Second Edition: September 2025
SOL News: Politics, Hate and Shouty Shouty
The Cult of Greed and Hate: A Modern Political Love Story
Once upon a time, politics pretended to be about ideas. There were dusty debates in Parliament, pipe smoke in the air, and at least the faint aroma of a principle lurking under the wigs and waistcoats. Today, however, we find ourselves ruled not by reasoned thought but by extremes — shrieking, stomping, slogan-chanting extremes — powered by two eternal forces: Greed and Hate.
And what a charming couple they make.
Chapter I: Greed in a Gilded Carriage
Greed is the older, smoother half of the pair. He strolls into politics with a champagne flute in one hand and a banker’s ledger in the other.
His voice is soothing: “Deregulation, my friends, means prosperity. Tax cuts for the rich will eventually dribble down to you — do be patient, peasantry.”
Chapter II: Hate in Jackboots
Hate, meanwhile, doesn’t bother with champagne. She arrives with a megaphone, barking slogans short enough to fit on a billboard. She doesn’t need detail — she needs only enemies.
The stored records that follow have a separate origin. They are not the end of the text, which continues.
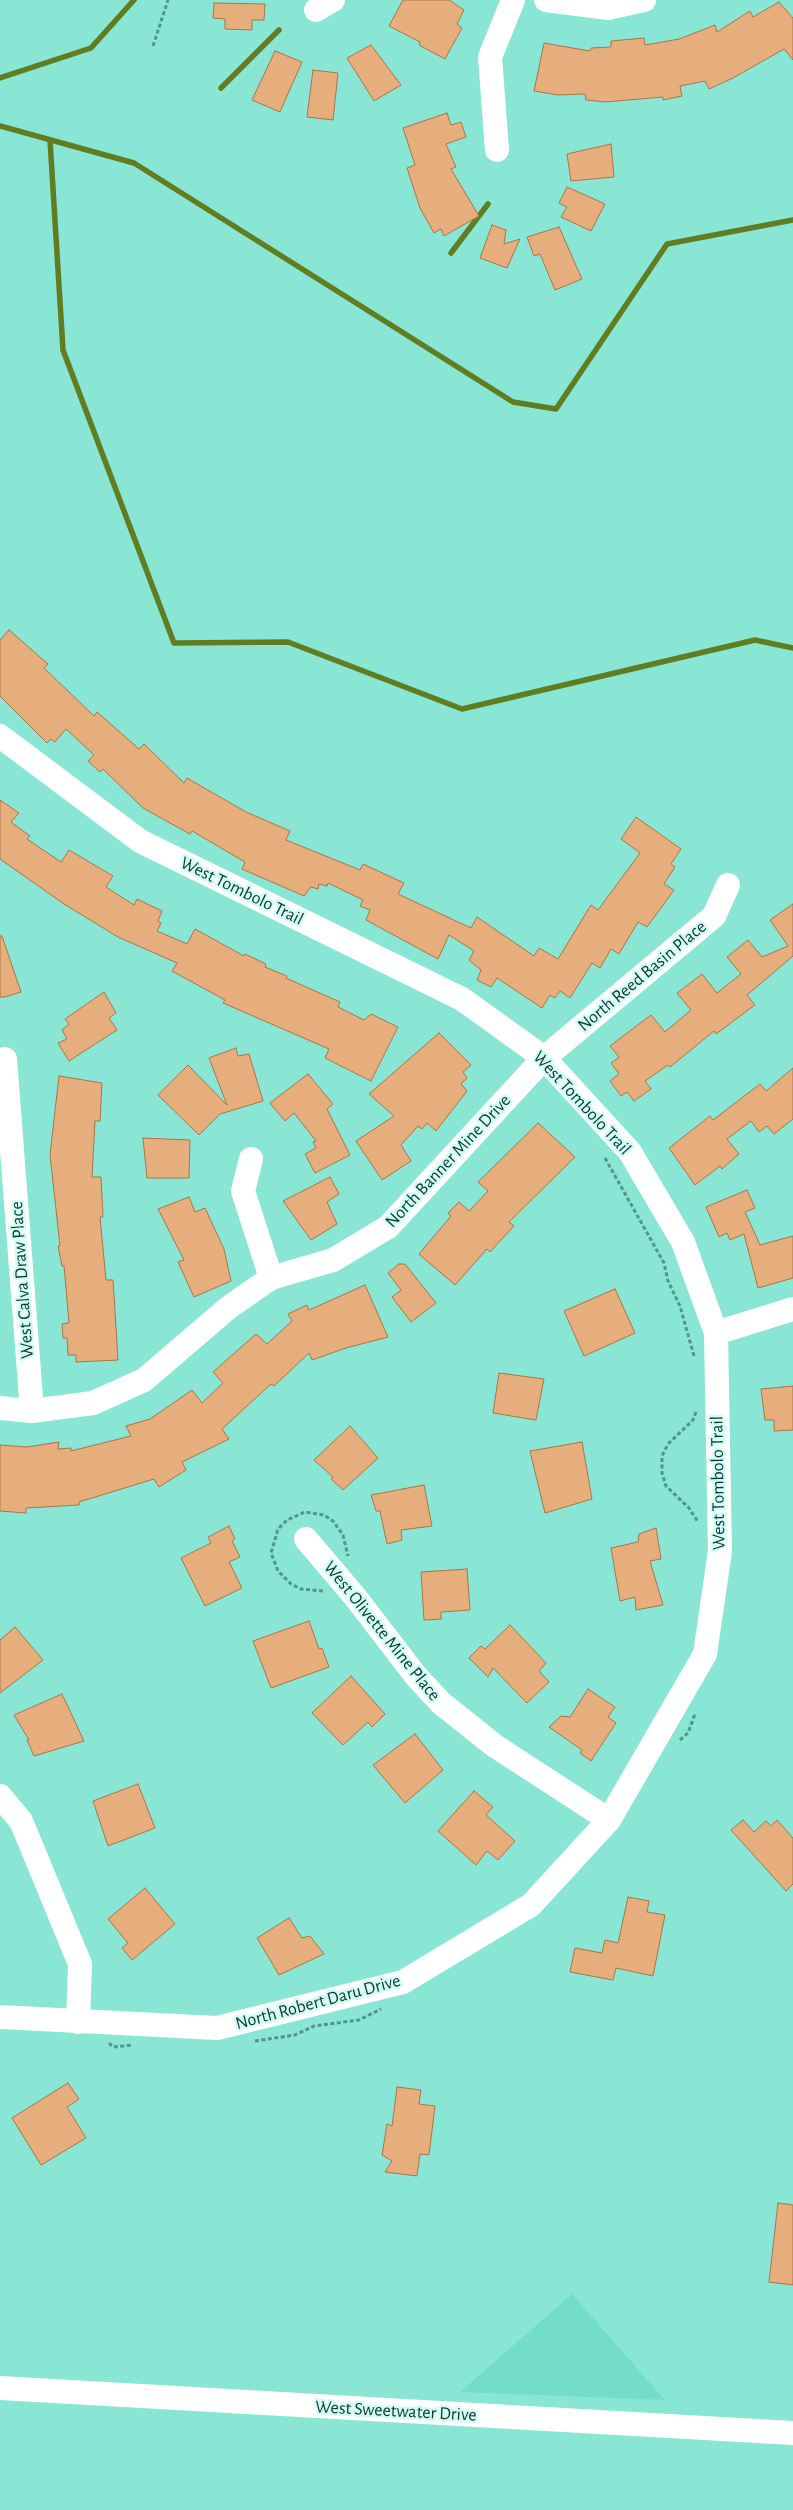 <!DOCTYPE html>
<style>
body{margin:0}
canvas{display:block;background:#89e6d5}
</style>
<canvas width="793" height="2510"></canvas>
<script>
const context = document.querySelector('canvas').getContext('2d');
context.lineJoin = 'round';
function fill(path, color) {
  context.fillStyle = color;
  context.fill(path, 'evenodd');
}
function shape(rows) {
  const path = new Path2D();
  for (const r of rows) {
    path.moveTo(r[0], r[1]);
    for (let i = 2; i < r.length; i += 2) path.lineTo(r[i], r[i + 1]);
  }
  return path;
}
function stroke(path, color, width, dash) {
  context.strokeStyle = color;
  context.lineWidth = width;
  context.lineCap = dash ? 'butt' : 'round';
  context.setLineDash(dash || []);
  context.stroke(path);
}
function write(font, color, halo, rows, align = 'center') {
  context.font = font + ' "Alegreya Sans",sans-serif';
  context.lineWidth = 5;
  context.setLineDash([]);
  context.textBaseline = 'middle';
  context.strokeStyle = halo;
  context.fillStyle = color;
  for (const [text, x, y, turn = 0] of rows) {
    context.save();
    context.translate(x, y);
    context.rotate((+turn || 0) * Math.PI / 180);
    context.textAlign = isNaN(turn) ? turn : align;
    if (halo) context.strokeText(text, 0, 0);
    context.fillText(text, 0, 0);
    context.restore();
  }
}
fill(shape([
 [572,2294,665,2400,460,2392]
]), '#74ddca');
stroke(shape([
 [0,78,91,48,134,0],
 [221,88,279,30],
 [0,126,134,163,513,402,556,409,667,244,793,220],
 [50,140,63,350,174,643,288,642,462,709,755,640,793,648],
 [451,253,488,204]
]), '#607d20', 5.5);
const building = shape([
 [403,0,449,0,464,10,457,24,462,28,445,59,419,45,420,42,389,26,403,0],
 [779,2,793,18,793,60,784,49,733,78,709,89,705,81,680,86,682,96,663,100,663,97,605,102,586,100,585,94,558,95,534,91,544,43,590,51,591,48,611,47,611,41,644,38,645,45,679,39,715,25,717,32,750,11,753,17,779,2],
 [214,3,265,4,264,20,252,20,252,30,225,29,225,19,213,18,214,3],
 [371,45,401,85,374,101,347,58,371,45],
 [275,51,302,62,280,112,252,100,275,51],
 [313,70,338,73,333,120,307,117,313,70],
 [447,113,451,125,461,122,466,137,446,144,456,167,451,169,479,216,444,236,441,229,434,233,420,208,407,168,415,165,403,128,447,113],
 [611,144,614,177,571,181,567,154,611,144],
 [567,187,605,204,591,231,561,217,567,207,559,203,567,187],
 [492,225,506,230,504,244,520,239,507,268,480,258,492,225],
 [559,227,582,279,555,290,540,254,534,256,527,237,559,227],
 [9,630,48,664,44,668,94,716,97,712,139,749,144,744,184,783,187,778,246,812,290,831,286,840,360,870,363,864,404,883,398,894,471,928,477,917,534,956,539,948,558,959,591,905,598,910,640,853,621,839,636,817,681,849,671,864,675,867,664,884,674,890,647,927,638,922,619,954,611,949,600,968,592,963,570,998,560,991,555,998,550,995,542,1008,497,978,491,987,477,980,481,970,469,960,474,951,449,935,438,959,366,920,370,910,360,906,363,900,328,883,327,886,319,884,318,889,311,887,304,896,242,869,245,862,192,831,190,834,143,808,103,769,100,772,88,761,94,755,66,729,55,742,51,739,47,743,0,696,0,640,9,630],
 [0,800,19,813,11,822,30,836,27,839,61,862,69,850,113,876,106,887,134,905,137,899,162,911,158,921,161,923,157,931,187,944,195,929,244,956,245,954,266,964,265,967,287,976,286,978,340,1002,338,1007,364,1020,371,1014,398,1027,371,1081,325,1058,329,1049,223,1003,225,1000,172,971,177,963,118,937,64,904,0,859,0,800],
 [793,904,793,956,747,995,755,1005,716,1034,714,1031,670,1067,668,1065,645,1081,651,1089,634,1101,627,1092,621,1096,610,1081,619,1074,611,1063,619,1057,610,1046,651,1015,665,1032,691,1010,677,993,702,974,717,993,741,974,727,957,748,940,762,957,788,946,770,920,793,904],
 [0,936,2,936,21,992,5,997,0,997,0,936],
 [104,992,116,1013,109,1018,117,1030,69,1061,58,1043,67,1039,62,1030,69,1024,65,1019,104,992],
 [439,1033,471,1065,463,1072,467,1078,461,1084,467,1091,436,1131,427,1123,422,1129,418,1126,401,1145,411,1161,382,1180,356,1141,394,1116,369,1094,439,1033],
 [236,1048,238,1056,249,1054,263,1101,220,1114,199,1135,158,1095,188,1065,227,1105,209,1058,236,1048],
 [793,1068,793,1119,774,1134,767,1126,759,1132,751,1121,727,1139,739,1154,722,1169,720,1166,695,1185,669,1148,710,1116,713,1120,760,1084,766,1091,793,1068],
 [308,1074,333,1104,327,1109,350,1155,315,1173,305,1154,316,1148,313,1142,316,1141,294,1113,285,1121,270,1103,308,1074],
 [59,1076,102,1083,100,1121,95,1121,92,1177,101,1177,103,1217,100,1217,106,1280,113,1280,118,1360,76,1362,76,1355,68,1355,67,1338,63,1338,62,1324,69,1323,64,1266,62,1266,58,1246,60,1246,50,1155,59,1076],
 [538,1123,575,1157,509,1222,514,1226,490,1252,487,1249,455,1285,419,1254,451,1216,448,1213,459,1202,469,1211,488,1191,478,1182,538,1123],
 [143,1138,190,1140,189,1178,147,1178,143,1138],
 [330,1177,339,1194,327,1202,337,1224,311,1240,283,1201,330,1177],
 [747,1190,755,1208,745,1212,760,1245,793,1236,793,1278,758,1288,744,1234,730,1240,727,1233,719,1237,706,1207,747,1190],
 [189,1197,195,1212,205,1208,224,1249,231,1281,194,1297,178,1262,184,1260,158,1209,189,1197],
 [399,1264,405,1264,436,1303,411,1322,392,1297,401,1290,388,1273,399,1264],
 [365,1285,388,1337,346,1348,312,1360,309,1353,274,1386,271,1384,222,1429,229,1439,182,1462,186,1470,159,1487,154,1479,79,1502,79,1505,26,1508,26,1513,0,1511,0,1445,27,1447,59,1442,58,1449,71,1448,71,1451,131,1436,126,1426,150,1419,192,1390,202,1403,223,1383,213,1372,256,1334,267,1344,292,1321,288,1314,307,1305,309,1310,365,1285],
 [615,1289,635,1333,584,1356,564,1311,615,1289],
 [499,1373,544,1379,536,1420,493,1413,499,1373],
 [793,1386,793,1430,774,1431,774,1420,765,1420,761,1389,793,1386],
 [350,1426,378,1458,343,1490,331,1479,333,1477,314,1460,350,1426],
 [582,1442,592,1499,545,1513,530,1451,582,1442],
 [424,1485,432,1526,401,1530,402,1540,387,1544,380,1511,376,1511,371,1495,424,1485],
 [229,1526,235,1539,232,1541,240,1557,229,1562,242,1588,205,1606,181,1558,211,1543,208,1537,229,1526],
 [656,1528,661,1559,650,1561,663,1605,636,1610,635,1597,620,1601,611,1548,638,1542,639,1534,656,1528],
 [467,1569,470,1610,441,1612,441,1619,424,1620,421,1572,467,1569],
 [309,1621,319,1649,322,1648,329,1667,271,1688,253,1641,309,1621],
 [510,1625,546,1663,539,1671,549,1682,527,1703,493,1668,488,1677,469,1658,481,1646,485,1649,510,1625],
 [15,1627,43,1660,0,1693,0,1640,15,1627],
 [351,1676,385,1714,372,1727,368,1722,343,1745,312,1713,351,1676],
 [588,1689,615,1707,608,1717,616,1723,591,1761,580,1753,582,1750,549,1727,561,1716,570,1717,588,1689],
 [62,1694,84,1741,34,1756,27,1740,29,1740,14,1715,62,1694],
 [415,1734,443,1770,405,1803,373,1765,415,1734],
 [138,1784,155,1828,108,1846,93,1801,138,1784],
 [474,1791,493,1807,486,1815,515,1841,498,1860,487,1851,476,1865,438,1831,474,1791],
 [743,1820,754,1832,766,1821,771,1826,777,1820,793,1838,793,1884,786,1891,731,1830,743,1820],
 [145,1888,175,1924,132,1960,122,1948,128,1943,108,1919,145,1888],
 [628,1897,649,1901,647,1912,665,1915,653,1976,616,1968,613,1980,570,1972,575,1948,602,1953,605,1940,618,1943,628,1897],
 [289,1918,302,1938,310,1936,324,1954,279,1975,257,1938,289,1918],
 [68,2083,79,2099,67,2107,86,2138,41,2165,12,2118,68,2083],
 [397,2087,421,2090,419,2104,435,2106,429,2155,420,2154,417,2176,385,2172,392,2161,382,2155,387,2124,392,2126,397,2087],
 [778,2203,793,2205,793,2285,769,2282,778,2203]
]);
fill(building, '#e7ae7d');
stroke(building, '#aa7445', 1);
stroke(shape([
 [153,46,168,0],
 [605,1158,664,1263,668,1281,680,1306,694,1356],
 [696,1412,693,1420,668,1444,662,1456,662,1473,666,1486,689,1508,698,1522],
 [323,1591,301,1589,291,1584,278,1571,271,1553,278,1529,287,1520,305,1512,324,1515,333,1521,343,1535,348,1556],
 [680,1740,688,1733,695,1714],
 [255,2041,295,2035,314,2026,359,2020,381,2009],
 [109,2043,113,2047,133,2045]
]), '#51968a', 3, [4, 2.5]);
stroke(shape([
 [546,0,608,8,644,0],
 [316,10,333,0],
 [497,150,490,57,513,0],
 [0,736,140,841,462,999,544,1058,630,1152,683,1242,716,1333,720,1551,705,1654,609,1820,531,1905,403,1982,217,2028,0,2017],
 [5,1059,32,1411],
 [251,1159,243,1191,271,1278],
 [716,1333,793,1309],
 [0,1408,32,1411,93,1403,144,1380,228,1308,271,1278,333,1260,388,1227,544,1058,714,916,728,885],
 [306,1539,356,1598,416,1676,441,1703,495,1746,609,1820],
 [0,1796,21,1821,80,1964,78,2022],
 [0,2388,793,2433]
]), '#fff', 24);
write('18px', '#0f3832', '#d1fdf4', [
 ["West Tombolo Trail",242,891,26],
 ["North Reed Basin Place",642,976,-40],
 ["West Tombolo Trail",582,1103,47],
 ["North Banner Mine Drive",448,1161,-47],
 ["West Calva Draw Place",22,1280,-94],
 ["West Tombolo Trail",718,1483,-91],
 ["West Olivette Mine Place",382,1631,51],
 ["North Robert Daru Drive",318,2002,-15],
 ["West Sweetwater Drive",396,2411,3]
]);
</script>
Hate’s repertoire is simple and devastatingly effective:
Scapegoating: Immigrants, minorities, unions, the EU, bicycles, wind turbines — any target will do, so long as it isn’t the landlord raising your rent.
Fearmongering: Every problem is framed as an invasion, a plot, or a threat. “They are coming to take your job, your house, your way of life.”
Identity Cults: Flags, anthems, slogans, all rolled out with the subtlety of a marching band in your living room.
Where Greed whispers in the drawing room, Hate shouts in the marketplace. Together, they cover the entire audience.
Chapter III: The Happy Marriage of Greed and Hate
Alone, each is dangerous. Together, they are unstoppable. Greed requires Hate to keep the masses distracted while he empties the treasury; Hate requires Greed to bankroll her rallies and manufacture her megaphones.
It is a partnership as old as politics itself:
The plantation owner needed the racial hierarchy to justify his profit.
The robber baron needed the strike-breaker to keep wages low.
The modern oligarch needs the xenophobic billboard to deflect attention from offshore bank accounts.
Thus, we arrive at the present day: a political landscape where billionaires warn you about “scroungers,” and the government cuts school budgets while announcing billions in military hardware with a straight face.

Greed’s favourite tricks:
Privatisation: Sell the nation’s assets to friends at a discount, then rent them back to the public at triple the cost.
Deregulation: Replace “worker protections” with “flexibility” and “environmental safeguards” with “optional guidelines.”
The Holy Market: Preach the Gospel of Invisible Hands while pocketing very visible lobbyist cheques.
In Greed’s theatre, the billionaire is cast as the hero entrepreneur, while the citizen is merely background scenery — ideally in uniform grey, preferably silent.
Chapter IV: The Theatre of Extremes
This great performance is staged with meticulous care:
The Media Chorus: Papers owned by Greed’s cousins publish Hate’s speeches as if they were holy scripture.
The Political Puppets: MPs rise in Parliament to echo whatever line the donors and demagogues have agreed upon this week.
The Citizens: Some boo, some cheer, but most are too busy working three jobs to notice they’re being cast as extras in their own tragedy.
Epilogue: How the Story Ends
We are told extremes are born of “public anger.” Yet anger rarely comes from nowhere. It is cultivated — nurtured by those who profit from confusion. Greed and Hate, arm in arm, whisper: “Look over there, not up here.”
The danger is not that we cannot recognise them. The danger is that we grow so used to them we no longer care.
When history writes its verdict, it will not say we lacked warnings. It will say we allowed ourselves to be ruled by a marriage of convenience: a union of avarice and loathing, consecrated by apathy.
SOL News Closing Proclamation:
Beware, citizens: when Greed and Hate take the throne, democracy itself becomes a sideshow attraction — tickets available at the usual inflated price.